デザインテーマは「イノベイティブ・コンパクト」とし、初代ミラージュの六角断面を再現したといいます。これを反映したかのようなフロントランプは変則多角形で、ボディの高さに対応した縦長形状が他にない独特の表情に。

フロントフェイスは、そのランプとともに広い平面を作っているのが特徴。さらに、左右フェンダーからバンパーにつながる大きなカタマリの流れが、この平面を包み込んでいるのも実にユニークです。

サイド面でも、確かな足回りを表現するこの分厚いフェンダーがひときわ目を引きます。ブリスター形状も兼ねるこのフェンダーは、同時に背高のボディに安定感を与える役割もあるようです。

ディンゴ・リア
フロントに準じたリアランプが特徴的

キャビンは水平基調の素直なもので、直立したリアピラーとともに居住性の高さを示します。

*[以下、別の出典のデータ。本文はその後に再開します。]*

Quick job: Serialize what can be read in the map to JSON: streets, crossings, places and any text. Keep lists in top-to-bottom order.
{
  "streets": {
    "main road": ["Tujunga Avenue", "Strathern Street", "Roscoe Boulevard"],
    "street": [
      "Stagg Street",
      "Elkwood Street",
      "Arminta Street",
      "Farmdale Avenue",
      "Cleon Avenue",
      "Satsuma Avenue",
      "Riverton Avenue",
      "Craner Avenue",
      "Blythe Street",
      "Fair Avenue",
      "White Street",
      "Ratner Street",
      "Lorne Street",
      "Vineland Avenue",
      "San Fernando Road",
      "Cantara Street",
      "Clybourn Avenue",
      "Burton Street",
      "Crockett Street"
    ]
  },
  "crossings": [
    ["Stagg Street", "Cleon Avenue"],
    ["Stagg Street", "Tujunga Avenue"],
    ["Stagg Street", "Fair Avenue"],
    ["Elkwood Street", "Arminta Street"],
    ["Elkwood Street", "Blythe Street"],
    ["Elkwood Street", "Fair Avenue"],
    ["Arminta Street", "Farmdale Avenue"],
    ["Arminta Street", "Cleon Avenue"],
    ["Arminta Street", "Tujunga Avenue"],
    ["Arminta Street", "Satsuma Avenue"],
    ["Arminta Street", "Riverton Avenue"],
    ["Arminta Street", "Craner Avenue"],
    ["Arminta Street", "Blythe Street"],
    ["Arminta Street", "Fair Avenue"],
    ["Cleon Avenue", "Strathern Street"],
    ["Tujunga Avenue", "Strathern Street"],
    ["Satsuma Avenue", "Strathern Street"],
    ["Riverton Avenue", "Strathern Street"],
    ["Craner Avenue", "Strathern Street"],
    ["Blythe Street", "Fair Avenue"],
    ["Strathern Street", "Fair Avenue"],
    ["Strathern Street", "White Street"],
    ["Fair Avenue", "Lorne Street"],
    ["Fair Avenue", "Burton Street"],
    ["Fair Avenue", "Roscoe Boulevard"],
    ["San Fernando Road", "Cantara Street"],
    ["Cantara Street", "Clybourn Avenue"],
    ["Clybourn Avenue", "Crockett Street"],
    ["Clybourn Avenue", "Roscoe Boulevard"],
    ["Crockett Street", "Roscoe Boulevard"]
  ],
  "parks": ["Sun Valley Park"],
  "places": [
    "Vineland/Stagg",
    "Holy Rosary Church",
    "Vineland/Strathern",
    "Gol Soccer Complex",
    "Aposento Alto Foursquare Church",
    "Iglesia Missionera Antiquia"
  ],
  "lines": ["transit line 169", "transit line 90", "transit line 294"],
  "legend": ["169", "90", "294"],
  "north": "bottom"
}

また、六角断面を表す明快なキャラクターラインもキャビンと平行に走っており、実にスッキリとした表情です。

●肩肘を張らないクルマを目標に

リアではランプをフロントに準じた形状とし、さらにフェンダーとバンパーに囲まれた独特の表現もフロントと同様。リアパネルにはキャラクターラインがそのまま回り込んでいて、このボディが、基本的には極めてシンプルな構成であることを伺わせます。

ディンゴ・インテリア
2トーンの肉厚なパネルは質感が高い

インテリアのデザインテーマは「走るリビングルーム」。濃色の上部は乗員を外敵から守り、淡色の下部は人を包み込む2トーンの配色が特徴。また、一体成型の厚みを感じるインパネは質感の高さを誇っています。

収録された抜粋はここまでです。